職人街の横道に入って魔導具店の前を通り、

左に入り……と複雑に曲がった先で

僕たちが見つけたのは……


ネロさんだった。

なにやら曲がり角の先の様子をうかがっている。

建物の陰から先を見ているようだ。


こっちに気付いていないようだから声をかけよう。


「ネーロさん。」


「うわっ。」


彼女は驚いた後、


「シー」


険しい顔をしながら、

上に伸ばした人差し指を口に当てる。


そんなネロさんに声を潜めてディーさんが尋ねる。


「ネロさんはこんなところで何やってるんだ?」


「ああ、ディーか。

ちょっとこっちに来て見てみろ。
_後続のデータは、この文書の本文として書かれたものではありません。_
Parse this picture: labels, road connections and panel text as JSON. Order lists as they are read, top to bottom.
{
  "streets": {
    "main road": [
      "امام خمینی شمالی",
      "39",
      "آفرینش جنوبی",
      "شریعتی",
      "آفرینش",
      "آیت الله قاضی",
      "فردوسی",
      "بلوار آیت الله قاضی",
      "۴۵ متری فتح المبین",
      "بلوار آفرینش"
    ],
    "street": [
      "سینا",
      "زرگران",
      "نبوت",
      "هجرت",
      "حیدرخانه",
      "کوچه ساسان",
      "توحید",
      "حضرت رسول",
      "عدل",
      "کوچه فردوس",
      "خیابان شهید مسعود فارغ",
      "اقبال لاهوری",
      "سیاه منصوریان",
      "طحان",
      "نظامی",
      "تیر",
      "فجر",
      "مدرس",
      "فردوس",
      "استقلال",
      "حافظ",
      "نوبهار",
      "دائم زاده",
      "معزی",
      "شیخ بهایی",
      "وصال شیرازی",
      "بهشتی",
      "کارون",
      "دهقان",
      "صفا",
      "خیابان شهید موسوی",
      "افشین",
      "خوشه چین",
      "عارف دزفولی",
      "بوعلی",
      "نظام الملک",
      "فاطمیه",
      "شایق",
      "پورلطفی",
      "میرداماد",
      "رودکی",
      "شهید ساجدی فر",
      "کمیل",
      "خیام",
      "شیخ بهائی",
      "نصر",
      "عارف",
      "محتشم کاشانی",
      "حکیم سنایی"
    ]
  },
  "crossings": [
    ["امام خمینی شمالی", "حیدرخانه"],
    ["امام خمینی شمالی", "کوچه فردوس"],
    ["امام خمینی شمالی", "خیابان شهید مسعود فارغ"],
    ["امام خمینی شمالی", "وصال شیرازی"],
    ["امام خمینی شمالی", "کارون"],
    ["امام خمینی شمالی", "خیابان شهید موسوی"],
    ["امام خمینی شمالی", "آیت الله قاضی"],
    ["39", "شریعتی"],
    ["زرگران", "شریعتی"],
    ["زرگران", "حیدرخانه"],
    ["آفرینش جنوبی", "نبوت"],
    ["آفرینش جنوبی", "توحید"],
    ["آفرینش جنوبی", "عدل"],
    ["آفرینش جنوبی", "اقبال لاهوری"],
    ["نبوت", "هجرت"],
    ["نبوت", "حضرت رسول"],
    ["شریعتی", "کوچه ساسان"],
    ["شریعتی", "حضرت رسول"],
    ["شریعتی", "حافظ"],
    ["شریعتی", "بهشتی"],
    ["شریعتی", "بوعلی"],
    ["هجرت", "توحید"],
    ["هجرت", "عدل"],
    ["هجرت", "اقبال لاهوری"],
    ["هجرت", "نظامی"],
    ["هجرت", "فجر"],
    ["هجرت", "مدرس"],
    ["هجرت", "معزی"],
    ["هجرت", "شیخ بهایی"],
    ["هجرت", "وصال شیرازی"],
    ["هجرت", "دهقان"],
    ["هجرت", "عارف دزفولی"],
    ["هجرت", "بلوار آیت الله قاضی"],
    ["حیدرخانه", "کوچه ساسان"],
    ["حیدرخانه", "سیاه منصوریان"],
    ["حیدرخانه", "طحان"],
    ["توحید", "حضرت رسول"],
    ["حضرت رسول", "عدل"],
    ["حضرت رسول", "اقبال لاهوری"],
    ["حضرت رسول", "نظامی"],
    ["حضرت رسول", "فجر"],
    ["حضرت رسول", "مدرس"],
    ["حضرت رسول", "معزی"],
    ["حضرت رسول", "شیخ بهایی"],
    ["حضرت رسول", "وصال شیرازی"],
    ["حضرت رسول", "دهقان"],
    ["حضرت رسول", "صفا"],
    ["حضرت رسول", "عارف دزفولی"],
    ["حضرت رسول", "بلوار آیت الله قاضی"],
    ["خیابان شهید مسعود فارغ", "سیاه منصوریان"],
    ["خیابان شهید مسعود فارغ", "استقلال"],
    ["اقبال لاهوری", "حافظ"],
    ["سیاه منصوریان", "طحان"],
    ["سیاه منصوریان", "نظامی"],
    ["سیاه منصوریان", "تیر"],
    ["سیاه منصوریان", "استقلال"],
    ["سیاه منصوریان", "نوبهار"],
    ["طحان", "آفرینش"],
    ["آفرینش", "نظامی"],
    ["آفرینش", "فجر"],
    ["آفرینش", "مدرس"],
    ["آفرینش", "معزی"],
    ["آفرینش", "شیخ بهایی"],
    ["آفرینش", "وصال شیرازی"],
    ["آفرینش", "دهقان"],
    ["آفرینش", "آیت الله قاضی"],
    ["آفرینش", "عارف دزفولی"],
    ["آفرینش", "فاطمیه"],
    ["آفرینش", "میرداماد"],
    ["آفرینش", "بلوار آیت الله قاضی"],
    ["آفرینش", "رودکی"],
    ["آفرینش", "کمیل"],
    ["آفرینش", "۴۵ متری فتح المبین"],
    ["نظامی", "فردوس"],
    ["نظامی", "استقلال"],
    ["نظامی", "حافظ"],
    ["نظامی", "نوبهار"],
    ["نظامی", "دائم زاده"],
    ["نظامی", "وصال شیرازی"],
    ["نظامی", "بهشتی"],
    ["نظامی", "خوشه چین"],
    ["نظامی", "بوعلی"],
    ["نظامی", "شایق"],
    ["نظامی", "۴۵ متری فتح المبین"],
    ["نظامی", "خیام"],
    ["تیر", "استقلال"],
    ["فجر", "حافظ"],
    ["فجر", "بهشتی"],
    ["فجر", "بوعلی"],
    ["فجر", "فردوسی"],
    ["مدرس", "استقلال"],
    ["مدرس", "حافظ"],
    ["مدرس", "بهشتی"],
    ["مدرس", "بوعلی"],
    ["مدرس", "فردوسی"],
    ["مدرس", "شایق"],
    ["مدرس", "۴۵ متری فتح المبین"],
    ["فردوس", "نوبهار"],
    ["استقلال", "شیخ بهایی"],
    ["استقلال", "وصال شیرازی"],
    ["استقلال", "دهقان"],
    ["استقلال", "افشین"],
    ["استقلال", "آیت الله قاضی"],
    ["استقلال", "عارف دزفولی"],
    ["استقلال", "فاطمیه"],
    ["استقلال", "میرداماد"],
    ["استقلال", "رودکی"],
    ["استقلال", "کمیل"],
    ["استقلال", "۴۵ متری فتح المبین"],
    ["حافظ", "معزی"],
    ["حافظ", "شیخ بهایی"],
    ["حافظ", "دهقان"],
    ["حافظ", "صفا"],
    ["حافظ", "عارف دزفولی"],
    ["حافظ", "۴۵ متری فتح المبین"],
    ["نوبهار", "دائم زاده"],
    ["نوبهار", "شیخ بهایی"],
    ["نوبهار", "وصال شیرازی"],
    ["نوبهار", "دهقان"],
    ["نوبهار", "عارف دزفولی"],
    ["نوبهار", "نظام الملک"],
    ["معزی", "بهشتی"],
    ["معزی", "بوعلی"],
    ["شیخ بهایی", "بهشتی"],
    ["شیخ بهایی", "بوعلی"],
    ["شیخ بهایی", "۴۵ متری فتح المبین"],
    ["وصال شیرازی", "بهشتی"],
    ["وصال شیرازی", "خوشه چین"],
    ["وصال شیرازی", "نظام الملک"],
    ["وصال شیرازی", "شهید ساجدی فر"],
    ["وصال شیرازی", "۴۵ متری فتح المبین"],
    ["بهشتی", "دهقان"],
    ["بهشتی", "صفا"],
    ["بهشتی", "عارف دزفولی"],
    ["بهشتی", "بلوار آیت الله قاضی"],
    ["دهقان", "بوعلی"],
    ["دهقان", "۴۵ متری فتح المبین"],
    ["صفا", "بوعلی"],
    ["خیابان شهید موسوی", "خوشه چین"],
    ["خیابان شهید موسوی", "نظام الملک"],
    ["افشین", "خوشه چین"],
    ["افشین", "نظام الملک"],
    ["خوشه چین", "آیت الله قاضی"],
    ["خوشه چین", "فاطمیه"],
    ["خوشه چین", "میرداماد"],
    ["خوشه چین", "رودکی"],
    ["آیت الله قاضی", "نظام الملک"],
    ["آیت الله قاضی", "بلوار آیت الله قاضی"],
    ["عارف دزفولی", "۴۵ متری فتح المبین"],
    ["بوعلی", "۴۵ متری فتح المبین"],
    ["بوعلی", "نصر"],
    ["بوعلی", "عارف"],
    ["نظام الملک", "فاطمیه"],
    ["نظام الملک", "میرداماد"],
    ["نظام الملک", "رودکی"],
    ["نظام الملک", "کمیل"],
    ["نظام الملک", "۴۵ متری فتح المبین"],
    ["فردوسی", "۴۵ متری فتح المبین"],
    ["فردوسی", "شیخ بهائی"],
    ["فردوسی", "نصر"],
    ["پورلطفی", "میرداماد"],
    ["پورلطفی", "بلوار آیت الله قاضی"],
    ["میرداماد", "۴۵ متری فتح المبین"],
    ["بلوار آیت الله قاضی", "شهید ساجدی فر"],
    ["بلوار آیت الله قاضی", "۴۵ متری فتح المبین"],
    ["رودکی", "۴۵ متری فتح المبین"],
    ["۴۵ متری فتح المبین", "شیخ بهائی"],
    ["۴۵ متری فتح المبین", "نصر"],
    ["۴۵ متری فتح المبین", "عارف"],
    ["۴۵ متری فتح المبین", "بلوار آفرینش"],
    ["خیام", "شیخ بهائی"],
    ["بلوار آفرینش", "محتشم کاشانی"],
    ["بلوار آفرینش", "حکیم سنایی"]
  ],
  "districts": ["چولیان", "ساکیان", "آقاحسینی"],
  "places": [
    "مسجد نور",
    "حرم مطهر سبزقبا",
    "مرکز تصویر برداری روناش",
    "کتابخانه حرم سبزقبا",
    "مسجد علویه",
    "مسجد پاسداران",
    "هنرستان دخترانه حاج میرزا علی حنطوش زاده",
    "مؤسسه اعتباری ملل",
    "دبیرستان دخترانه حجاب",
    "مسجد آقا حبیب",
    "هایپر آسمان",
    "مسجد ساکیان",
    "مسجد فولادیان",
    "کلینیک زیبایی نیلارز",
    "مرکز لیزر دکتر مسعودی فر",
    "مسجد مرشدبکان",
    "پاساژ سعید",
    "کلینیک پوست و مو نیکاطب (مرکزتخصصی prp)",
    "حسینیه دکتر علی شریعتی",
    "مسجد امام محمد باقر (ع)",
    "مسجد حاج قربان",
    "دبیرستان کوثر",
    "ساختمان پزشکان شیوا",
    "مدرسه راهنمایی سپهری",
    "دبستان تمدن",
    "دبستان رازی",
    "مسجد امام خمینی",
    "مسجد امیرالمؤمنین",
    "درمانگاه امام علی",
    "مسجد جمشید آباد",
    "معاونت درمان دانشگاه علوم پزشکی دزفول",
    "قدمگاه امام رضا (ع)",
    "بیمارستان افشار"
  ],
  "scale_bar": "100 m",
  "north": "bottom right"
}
」


そう言って手招きするネロさん。

それに従って、路地の先を見ると、

一人の男が座っていた。


「あれは?」


そう聞くと、ネロさんは語り出す。



遅めの昼ご飯に出かけていたネロさんは、

少し前にこの辺りに戻ってきたらしい。

自分の店に戻ろうと歩いていると、

フードを目深(まぶか)にかぶった人が

周りの様子をうかがいながら歩いていたそうだ。


なんか怪しいな、と思ったネロさんは

その後をつけることにした。

すると、フードの人はここまで来て

この先にいる男と何か話していたそうだ。


そして、地下水道へと入っていったらしい。

地下ではなにがあるか分からないので、

とりあえず地上の男を見張っていたところなのである。



「そのフードの人ってのは一人だったのか?」


「ええ。一人だったわ。」


「そうか……別件か?

でも地下水道か……」


「ディー、別件って?」


「ああ、実はこっちもある事件の犯人を探していてな。」


そう言って、こちらの状況を説明するディーさん。


「それで、もしかすると地下水道に

隠れているかもという結論に至ってここに来たわけだ。」


「なるほど。だったらみんなで地下に行かない?

一人じゃ危なそうで追いかけられなかったのよ。」


「そうだな、こっちも人が足りないところだからな、賛成だ。」


ということで、

ネロさんが仲間に加わった。


「さて、まずはあの男をなんとかするところからか?」


「そうね。」


「じゃあ坊主、嬢ちゃんを借りていくぞ。」


「なんで?」


「俺だけで行くより相手の油断を誘えるからな。」


「なるほど、でもミリアちゃんは大丈夫?」


「……うん。」


「ミリアちゃんがそういうならしょうがない。

ディーさん、危険な目に遭わせたら許しませんよ。」


「はははっ。分かった分かった。

本当に嬢ちゃんのことが好きなんだな。」


「なっ、なに言ってるんですか。

行くなら早く行ってきてくださいっ。」


「はいはい。」


にやにや笑っているディーさんは

ミリアちゃんを連れて、

男の元に向かうのであった。

累計20000pv超えました。

いつも読んでいただきありがとうございます。


ここらで近況を。

十月に入ってから友人と会う機会が増えました。

話していると、どうやら私の友人も小説を書き始めたようで

十万字書きためたら投稿すると言ってました。

さて、ここで私の書きためはと言うと……


なんと0字。


つまり出来たてほやほやな訳です。まあ見切り発車もいいところだったので(汗)

どこかの休日で書きためようと思ってはいるのですが……

そんなわけで誤字脱字等あると思いますが、優しく見守っていただけると幸いです。

これからもよろしくお願いします。